What is required — Only a number is expected: how many lines in the entries that follow contain the word "relate"?

(Stored items)
--------------------------------

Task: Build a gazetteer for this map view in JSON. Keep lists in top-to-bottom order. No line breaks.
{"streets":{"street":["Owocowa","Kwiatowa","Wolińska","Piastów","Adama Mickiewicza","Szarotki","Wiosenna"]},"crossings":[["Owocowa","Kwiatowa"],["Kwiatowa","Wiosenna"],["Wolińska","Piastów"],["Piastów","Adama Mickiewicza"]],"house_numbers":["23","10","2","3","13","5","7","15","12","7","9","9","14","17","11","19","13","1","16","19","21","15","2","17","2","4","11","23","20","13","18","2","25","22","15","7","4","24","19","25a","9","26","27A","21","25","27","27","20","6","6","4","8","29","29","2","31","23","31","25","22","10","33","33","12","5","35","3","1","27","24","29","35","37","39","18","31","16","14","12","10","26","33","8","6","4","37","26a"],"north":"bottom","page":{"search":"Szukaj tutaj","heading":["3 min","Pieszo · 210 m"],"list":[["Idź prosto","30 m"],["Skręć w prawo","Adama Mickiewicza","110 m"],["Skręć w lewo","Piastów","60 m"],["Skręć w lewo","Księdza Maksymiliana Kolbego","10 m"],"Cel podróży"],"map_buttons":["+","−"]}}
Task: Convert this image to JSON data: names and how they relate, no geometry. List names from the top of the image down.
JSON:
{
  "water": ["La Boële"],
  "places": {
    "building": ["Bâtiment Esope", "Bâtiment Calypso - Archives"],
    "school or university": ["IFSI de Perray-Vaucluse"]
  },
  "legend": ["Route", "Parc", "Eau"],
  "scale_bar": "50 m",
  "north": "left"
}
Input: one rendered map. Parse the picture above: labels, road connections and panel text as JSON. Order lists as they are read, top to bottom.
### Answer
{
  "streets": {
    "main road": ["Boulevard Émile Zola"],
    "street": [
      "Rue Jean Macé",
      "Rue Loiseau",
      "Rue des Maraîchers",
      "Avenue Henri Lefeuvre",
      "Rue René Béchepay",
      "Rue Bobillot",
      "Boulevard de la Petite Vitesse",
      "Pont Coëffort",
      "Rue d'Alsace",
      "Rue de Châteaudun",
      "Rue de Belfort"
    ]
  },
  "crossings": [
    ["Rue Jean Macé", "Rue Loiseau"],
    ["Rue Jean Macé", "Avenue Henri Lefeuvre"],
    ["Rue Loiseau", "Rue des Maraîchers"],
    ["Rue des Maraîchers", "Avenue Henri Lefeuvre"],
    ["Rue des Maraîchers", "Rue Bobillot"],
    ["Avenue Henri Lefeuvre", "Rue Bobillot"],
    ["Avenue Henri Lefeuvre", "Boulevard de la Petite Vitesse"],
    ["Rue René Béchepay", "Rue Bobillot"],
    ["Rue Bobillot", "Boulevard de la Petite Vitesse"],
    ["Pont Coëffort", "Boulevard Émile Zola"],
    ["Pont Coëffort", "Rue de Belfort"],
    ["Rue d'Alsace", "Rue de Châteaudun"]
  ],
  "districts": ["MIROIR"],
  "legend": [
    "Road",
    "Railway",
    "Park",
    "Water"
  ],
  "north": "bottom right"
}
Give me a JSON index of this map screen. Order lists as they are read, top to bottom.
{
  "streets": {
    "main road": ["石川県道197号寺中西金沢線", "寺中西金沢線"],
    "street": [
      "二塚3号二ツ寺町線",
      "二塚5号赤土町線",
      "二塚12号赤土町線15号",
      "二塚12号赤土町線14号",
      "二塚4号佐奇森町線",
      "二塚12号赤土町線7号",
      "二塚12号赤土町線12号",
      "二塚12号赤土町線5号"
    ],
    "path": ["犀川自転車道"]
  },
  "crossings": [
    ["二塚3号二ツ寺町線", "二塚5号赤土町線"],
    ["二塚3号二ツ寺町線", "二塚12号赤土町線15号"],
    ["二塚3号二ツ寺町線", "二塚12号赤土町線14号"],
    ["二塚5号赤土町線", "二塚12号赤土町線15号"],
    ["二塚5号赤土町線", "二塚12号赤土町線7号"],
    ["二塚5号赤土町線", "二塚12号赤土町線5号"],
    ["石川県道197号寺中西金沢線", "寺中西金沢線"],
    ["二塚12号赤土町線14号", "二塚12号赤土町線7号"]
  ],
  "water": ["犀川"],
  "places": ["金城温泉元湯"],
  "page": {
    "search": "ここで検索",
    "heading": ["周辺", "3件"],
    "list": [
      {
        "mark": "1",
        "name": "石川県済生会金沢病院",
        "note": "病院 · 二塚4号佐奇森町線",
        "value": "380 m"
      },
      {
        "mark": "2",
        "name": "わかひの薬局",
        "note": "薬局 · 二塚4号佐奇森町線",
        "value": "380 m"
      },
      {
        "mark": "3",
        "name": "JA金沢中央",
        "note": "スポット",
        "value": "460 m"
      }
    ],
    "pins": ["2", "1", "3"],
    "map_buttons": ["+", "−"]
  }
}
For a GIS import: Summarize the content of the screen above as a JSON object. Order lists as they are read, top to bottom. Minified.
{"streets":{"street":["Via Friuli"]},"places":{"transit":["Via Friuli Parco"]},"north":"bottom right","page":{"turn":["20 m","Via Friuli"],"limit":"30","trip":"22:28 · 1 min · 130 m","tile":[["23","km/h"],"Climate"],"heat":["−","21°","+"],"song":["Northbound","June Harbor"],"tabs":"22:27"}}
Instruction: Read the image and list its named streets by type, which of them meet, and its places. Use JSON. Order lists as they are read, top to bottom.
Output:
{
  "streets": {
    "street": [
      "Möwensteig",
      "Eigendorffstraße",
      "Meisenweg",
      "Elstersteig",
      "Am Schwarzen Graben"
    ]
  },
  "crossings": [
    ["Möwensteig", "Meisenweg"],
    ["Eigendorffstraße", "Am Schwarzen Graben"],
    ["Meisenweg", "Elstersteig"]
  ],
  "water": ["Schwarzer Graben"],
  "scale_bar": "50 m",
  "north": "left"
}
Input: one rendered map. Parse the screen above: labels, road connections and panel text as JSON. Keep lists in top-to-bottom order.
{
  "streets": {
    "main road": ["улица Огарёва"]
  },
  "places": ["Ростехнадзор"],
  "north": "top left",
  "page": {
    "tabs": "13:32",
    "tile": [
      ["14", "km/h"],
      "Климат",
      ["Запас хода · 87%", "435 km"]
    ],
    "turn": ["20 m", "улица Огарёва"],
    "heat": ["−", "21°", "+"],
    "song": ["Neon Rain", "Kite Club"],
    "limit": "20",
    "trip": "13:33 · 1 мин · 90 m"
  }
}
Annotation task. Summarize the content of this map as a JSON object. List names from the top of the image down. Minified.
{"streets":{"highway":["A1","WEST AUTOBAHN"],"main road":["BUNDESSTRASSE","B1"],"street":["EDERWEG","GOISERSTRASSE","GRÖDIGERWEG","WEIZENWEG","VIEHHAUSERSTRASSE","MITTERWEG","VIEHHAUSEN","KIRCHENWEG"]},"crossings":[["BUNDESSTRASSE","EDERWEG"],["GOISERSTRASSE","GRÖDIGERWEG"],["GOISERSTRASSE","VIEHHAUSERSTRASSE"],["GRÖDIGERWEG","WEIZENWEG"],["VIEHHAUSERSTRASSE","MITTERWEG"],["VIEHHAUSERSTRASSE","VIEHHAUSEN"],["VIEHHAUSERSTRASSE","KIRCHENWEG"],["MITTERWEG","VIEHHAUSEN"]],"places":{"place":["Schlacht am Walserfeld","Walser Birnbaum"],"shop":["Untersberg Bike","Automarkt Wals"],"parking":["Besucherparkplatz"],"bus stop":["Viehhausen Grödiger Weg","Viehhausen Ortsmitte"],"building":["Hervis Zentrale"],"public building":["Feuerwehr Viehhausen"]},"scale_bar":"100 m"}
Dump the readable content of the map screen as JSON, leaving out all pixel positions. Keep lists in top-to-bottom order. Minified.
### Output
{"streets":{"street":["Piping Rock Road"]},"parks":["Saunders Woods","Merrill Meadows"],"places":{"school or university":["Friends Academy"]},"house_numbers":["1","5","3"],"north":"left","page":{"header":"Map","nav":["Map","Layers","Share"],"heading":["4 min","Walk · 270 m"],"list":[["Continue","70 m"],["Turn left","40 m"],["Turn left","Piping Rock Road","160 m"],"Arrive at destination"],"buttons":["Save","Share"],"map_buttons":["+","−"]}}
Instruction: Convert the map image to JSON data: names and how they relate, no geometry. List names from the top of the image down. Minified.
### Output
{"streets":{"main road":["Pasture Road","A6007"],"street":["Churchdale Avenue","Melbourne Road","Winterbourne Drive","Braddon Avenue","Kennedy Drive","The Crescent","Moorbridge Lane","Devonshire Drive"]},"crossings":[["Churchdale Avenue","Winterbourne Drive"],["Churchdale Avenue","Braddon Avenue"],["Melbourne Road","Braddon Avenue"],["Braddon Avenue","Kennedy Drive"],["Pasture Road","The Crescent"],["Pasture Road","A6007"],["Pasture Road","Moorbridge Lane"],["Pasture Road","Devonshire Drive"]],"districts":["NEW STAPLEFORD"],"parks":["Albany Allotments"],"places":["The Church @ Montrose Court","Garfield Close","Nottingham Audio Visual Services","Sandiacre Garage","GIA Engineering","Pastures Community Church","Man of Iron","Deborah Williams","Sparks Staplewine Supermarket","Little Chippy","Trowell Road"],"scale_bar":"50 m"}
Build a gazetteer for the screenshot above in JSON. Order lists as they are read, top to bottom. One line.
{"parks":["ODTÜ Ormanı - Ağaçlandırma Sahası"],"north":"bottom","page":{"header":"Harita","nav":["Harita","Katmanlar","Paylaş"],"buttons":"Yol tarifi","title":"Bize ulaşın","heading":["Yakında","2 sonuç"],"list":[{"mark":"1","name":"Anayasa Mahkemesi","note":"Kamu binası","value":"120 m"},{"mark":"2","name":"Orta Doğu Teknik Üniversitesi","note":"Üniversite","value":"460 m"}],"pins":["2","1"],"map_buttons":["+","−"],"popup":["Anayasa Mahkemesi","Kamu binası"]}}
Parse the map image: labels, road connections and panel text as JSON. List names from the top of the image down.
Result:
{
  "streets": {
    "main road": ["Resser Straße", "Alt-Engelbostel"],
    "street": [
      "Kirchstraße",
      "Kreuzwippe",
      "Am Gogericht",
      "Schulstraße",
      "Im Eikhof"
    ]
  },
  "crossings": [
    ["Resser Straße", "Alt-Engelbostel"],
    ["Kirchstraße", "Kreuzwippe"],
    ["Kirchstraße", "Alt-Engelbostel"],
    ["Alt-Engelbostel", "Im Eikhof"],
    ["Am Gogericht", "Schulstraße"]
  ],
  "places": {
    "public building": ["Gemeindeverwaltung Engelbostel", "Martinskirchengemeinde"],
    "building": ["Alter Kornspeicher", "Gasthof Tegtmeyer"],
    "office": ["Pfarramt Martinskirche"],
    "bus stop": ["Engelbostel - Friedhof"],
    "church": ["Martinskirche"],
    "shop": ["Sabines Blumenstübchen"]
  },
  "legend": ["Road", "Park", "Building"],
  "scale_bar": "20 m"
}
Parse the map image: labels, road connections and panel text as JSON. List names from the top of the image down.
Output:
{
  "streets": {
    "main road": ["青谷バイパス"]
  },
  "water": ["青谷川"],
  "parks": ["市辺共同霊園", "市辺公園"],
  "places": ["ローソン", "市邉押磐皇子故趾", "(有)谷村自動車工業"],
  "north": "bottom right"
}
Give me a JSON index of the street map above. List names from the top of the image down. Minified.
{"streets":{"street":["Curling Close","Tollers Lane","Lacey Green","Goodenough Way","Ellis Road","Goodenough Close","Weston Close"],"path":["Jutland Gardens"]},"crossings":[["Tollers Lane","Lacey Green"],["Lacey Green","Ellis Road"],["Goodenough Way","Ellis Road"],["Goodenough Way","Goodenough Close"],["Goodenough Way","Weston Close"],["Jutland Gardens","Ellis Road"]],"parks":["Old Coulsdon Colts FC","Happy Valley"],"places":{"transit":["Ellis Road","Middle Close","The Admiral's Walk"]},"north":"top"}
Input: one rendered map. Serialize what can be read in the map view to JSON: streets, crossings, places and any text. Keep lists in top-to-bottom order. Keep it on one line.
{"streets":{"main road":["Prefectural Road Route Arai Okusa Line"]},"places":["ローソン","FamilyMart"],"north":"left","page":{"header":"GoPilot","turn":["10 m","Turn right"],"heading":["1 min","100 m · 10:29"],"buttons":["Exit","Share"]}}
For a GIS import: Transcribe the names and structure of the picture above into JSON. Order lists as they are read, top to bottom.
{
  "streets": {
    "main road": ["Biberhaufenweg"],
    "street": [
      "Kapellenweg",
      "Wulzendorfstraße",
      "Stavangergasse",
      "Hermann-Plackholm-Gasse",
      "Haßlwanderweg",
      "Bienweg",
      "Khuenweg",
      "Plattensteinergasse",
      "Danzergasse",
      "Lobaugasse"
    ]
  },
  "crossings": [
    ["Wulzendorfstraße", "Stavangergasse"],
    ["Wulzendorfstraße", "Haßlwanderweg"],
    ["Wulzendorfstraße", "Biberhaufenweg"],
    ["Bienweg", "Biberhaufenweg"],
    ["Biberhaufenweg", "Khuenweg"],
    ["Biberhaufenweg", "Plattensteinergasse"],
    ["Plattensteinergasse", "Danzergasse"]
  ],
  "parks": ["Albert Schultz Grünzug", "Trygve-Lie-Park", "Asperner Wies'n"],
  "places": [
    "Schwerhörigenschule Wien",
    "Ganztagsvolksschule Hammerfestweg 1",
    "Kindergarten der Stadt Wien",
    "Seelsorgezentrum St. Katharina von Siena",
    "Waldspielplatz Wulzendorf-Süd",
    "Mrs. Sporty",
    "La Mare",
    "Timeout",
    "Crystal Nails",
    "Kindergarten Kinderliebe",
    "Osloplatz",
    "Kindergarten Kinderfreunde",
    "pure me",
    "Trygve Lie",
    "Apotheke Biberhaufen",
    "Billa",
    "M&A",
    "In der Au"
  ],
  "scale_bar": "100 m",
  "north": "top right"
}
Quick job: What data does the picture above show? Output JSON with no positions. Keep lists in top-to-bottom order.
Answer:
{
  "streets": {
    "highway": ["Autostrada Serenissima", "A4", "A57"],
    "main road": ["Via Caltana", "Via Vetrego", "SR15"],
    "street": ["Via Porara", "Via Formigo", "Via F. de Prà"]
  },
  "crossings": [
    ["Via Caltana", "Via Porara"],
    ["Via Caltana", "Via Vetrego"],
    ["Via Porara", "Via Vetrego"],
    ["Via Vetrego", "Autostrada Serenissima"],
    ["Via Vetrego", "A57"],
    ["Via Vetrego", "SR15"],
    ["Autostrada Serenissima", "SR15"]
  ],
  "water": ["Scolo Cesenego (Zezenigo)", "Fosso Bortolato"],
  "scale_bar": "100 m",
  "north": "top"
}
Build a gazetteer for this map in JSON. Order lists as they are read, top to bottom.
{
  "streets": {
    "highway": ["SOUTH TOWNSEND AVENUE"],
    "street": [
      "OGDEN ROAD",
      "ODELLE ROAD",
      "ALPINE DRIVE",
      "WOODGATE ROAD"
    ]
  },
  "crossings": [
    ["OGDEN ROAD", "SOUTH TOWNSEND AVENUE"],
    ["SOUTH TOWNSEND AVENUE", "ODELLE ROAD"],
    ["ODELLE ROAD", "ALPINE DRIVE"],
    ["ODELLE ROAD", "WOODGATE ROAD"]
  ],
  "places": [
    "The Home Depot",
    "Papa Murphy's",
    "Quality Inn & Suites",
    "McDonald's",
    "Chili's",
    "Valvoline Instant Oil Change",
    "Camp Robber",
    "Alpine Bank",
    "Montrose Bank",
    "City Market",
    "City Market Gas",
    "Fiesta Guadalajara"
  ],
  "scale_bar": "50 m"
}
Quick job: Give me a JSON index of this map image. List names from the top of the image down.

--------------------------------

Response area — 2